Foto: Autoren-Union Mobilität/Kia
Warum aber der doppelte Aufwand? “Nun, weil wir sehen wollten, ob und wie sich Unterschiede in der Antriebsform auf das Ergebnis eines Reifentests auswirken”, beschreibt Reifentester Thiemo Fleck das doppelte Ziel dieser Unternehmung, für das die Tester Anfang des Jahres, nämlich Ende Februar, in den skandinavischen Norden nach Finnisch-Lappland gezogen sind. Die Verbindung von Reifentest und Antriebsart scheint eine Besonderheit der AMS zu sein, denn im Grunde setzen die Stuttgarter Tester damit ihren Test aus dem Frühjahr dieses Jahres fort, nur diesmal eben mit Winter- anstatt mit Sommerreifen. Denn im letzten März gab es eine ähnliche Aktion mit den gleichen Autos und der gleichen Dimension, nur eben mit Sommerreifen. Und das Ergebnis, so viel sei verraten, wurde auch diesmal ähnlich gut. Kein Kandidat war richtig mies, wenn als schlechteste Note ein “befriedigend” vergeben werden konnte.

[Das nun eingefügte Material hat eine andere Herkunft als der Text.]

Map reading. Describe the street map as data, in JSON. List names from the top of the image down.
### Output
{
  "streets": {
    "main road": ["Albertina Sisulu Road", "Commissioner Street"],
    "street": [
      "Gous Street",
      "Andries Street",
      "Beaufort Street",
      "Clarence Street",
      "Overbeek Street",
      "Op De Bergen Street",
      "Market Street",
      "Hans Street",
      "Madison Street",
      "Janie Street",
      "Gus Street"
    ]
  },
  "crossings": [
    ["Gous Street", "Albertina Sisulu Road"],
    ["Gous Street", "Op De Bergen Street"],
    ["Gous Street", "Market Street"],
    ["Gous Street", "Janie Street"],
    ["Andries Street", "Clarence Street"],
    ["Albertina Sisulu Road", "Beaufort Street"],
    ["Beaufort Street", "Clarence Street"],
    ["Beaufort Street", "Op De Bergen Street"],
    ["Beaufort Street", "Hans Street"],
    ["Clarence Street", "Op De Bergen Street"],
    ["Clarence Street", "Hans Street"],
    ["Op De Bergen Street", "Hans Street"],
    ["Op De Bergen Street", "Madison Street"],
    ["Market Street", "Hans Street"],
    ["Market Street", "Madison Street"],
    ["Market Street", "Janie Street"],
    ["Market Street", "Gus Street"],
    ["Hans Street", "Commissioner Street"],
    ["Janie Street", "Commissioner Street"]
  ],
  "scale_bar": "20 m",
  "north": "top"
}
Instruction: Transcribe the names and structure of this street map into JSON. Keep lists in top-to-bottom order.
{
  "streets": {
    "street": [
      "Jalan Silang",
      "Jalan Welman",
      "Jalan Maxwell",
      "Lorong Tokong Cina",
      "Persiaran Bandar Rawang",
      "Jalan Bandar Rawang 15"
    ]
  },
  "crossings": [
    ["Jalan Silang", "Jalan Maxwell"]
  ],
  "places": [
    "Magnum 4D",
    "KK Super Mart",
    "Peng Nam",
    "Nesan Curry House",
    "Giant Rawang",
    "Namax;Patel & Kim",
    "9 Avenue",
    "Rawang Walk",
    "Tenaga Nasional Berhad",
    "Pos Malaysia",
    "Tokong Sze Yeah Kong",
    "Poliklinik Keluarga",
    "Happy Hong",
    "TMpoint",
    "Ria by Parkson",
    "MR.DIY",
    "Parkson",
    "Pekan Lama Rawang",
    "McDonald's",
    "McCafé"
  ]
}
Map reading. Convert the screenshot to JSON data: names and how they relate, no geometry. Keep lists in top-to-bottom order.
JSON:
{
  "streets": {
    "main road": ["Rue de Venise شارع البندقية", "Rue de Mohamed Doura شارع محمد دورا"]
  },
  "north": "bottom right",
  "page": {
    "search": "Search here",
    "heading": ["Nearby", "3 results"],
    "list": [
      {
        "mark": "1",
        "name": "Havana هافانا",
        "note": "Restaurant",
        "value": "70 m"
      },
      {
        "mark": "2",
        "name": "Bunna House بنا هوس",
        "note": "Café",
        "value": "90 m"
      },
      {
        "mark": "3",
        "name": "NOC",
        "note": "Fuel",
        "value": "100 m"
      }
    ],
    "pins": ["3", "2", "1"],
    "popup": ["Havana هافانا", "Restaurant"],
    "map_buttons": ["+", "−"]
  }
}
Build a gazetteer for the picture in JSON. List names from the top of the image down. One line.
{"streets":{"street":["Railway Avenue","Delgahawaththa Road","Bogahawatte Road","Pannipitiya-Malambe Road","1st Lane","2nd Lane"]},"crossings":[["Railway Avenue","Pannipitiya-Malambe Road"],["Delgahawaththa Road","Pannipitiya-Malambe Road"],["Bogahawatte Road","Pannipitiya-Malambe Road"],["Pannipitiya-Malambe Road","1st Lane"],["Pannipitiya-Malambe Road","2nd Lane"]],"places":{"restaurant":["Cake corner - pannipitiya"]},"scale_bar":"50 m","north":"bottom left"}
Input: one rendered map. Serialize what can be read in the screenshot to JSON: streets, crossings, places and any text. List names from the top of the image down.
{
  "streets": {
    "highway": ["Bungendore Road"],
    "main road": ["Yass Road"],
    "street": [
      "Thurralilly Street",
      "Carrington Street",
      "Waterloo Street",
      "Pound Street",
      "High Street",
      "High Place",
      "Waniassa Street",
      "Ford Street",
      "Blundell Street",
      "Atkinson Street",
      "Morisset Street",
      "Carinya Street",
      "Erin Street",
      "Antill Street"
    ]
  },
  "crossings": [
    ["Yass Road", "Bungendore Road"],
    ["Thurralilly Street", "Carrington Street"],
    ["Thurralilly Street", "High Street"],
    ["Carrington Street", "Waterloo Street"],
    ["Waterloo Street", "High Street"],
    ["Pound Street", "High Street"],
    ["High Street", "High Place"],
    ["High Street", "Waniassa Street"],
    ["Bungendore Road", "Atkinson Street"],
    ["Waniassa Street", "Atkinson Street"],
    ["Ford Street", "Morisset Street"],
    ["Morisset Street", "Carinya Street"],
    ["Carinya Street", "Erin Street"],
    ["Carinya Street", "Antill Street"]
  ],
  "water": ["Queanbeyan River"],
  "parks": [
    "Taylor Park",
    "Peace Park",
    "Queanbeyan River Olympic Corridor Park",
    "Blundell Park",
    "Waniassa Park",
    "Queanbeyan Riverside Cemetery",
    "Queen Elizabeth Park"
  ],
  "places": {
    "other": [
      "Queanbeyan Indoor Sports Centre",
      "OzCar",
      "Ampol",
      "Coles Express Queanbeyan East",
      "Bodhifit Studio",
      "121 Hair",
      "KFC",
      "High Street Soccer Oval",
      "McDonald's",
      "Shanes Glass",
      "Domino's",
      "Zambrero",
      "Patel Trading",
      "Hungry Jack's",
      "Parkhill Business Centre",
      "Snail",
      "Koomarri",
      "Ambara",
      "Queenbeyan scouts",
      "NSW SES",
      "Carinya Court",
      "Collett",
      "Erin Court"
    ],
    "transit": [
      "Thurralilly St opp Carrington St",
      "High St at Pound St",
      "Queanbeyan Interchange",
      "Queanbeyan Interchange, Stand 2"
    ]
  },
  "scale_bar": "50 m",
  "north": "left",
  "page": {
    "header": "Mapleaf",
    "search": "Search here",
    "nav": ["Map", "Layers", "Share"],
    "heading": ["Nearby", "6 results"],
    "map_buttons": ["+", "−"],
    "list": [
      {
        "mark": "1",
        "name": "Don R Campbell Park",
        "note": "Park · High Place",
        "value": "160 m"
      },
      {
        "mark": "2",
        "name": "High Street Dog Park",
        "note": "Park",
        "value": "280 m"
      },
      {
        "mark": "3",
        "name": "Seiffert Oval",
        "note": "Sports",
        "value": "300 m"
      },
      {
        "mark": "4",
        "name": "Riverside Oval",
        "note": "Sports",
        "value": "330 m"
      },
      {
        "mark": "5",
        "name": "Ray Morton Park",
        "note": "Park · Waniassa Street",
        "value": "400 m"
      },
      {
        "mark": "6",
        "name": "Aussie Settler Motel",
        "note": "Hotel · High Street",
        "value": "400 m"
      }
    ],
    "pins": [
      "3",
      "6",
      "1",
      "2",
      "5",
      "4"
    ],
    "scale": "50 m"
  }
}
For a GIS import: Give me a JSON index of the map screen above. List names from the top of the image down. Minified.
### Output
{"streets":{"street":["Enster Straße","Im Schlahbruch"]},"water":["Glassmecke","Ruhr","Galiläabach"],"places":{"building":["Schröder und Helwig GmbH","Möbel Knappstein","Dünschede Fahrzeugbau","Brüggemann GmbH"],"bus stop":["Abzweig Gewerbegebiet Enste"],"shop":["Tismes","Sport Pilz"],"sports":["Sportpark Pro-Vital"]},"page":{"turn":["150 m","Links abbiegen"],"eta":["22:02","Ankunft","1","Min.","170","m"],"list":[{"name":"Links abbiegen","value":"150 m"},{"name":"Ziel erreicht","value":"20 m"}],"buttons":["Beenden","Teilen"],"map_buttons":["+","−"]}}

Die Auswahl: Marken und Dimension
Die breite Dimension passt natürlich prima zum Test im Frühjahr und ermöglicht eine Vergleichbarkeit. Aber sind dermaßen breite Walzen auch im Winter bei Matsch und Schnee angebracht oder sollten hier nicht schmalere Exemplare zum Einsatz kommen? Reifentester Thiemo Fleck beantwortet das folgendermaßen: “Bei der Mehrzahl der Anforderungen, die mitteleuropäische Winter an Reifen stellen, sind breite Schlappen dynamisch eindeutig überlegen.” Na dann, so kommt man also auf 255/45 R20.
Allerdings ist dann auch das Angebot nicht ganz so üppig wie bei einer schmaleren Ausführung, noch dazu mit dem Geschwindigkeitsindex V (=240 km/h). Deshalb kamen auch nur sieben Testkandidaten in die Auswahl. Darunter immerhin drei neue Winterprodukte: Der Falken Eurowinter HS 03 Pro, eine Marke des großen japanischen Reifenherstellers Sumitomo, der Goodyear Ultragrip Performance 3 und der neue Pirelli Scorpion Winter 2 Elect können sich hier im ersten Test bewähren und treten gegen den Bridgestone Blizzak LM 005, den Continental TS 870 P, den Michelin Pilot Alpin 5 SUV und den Vredestein Wintrac Pro an - alles bekannte Premiummarken, die einen guten Ruf zu verlieren haben.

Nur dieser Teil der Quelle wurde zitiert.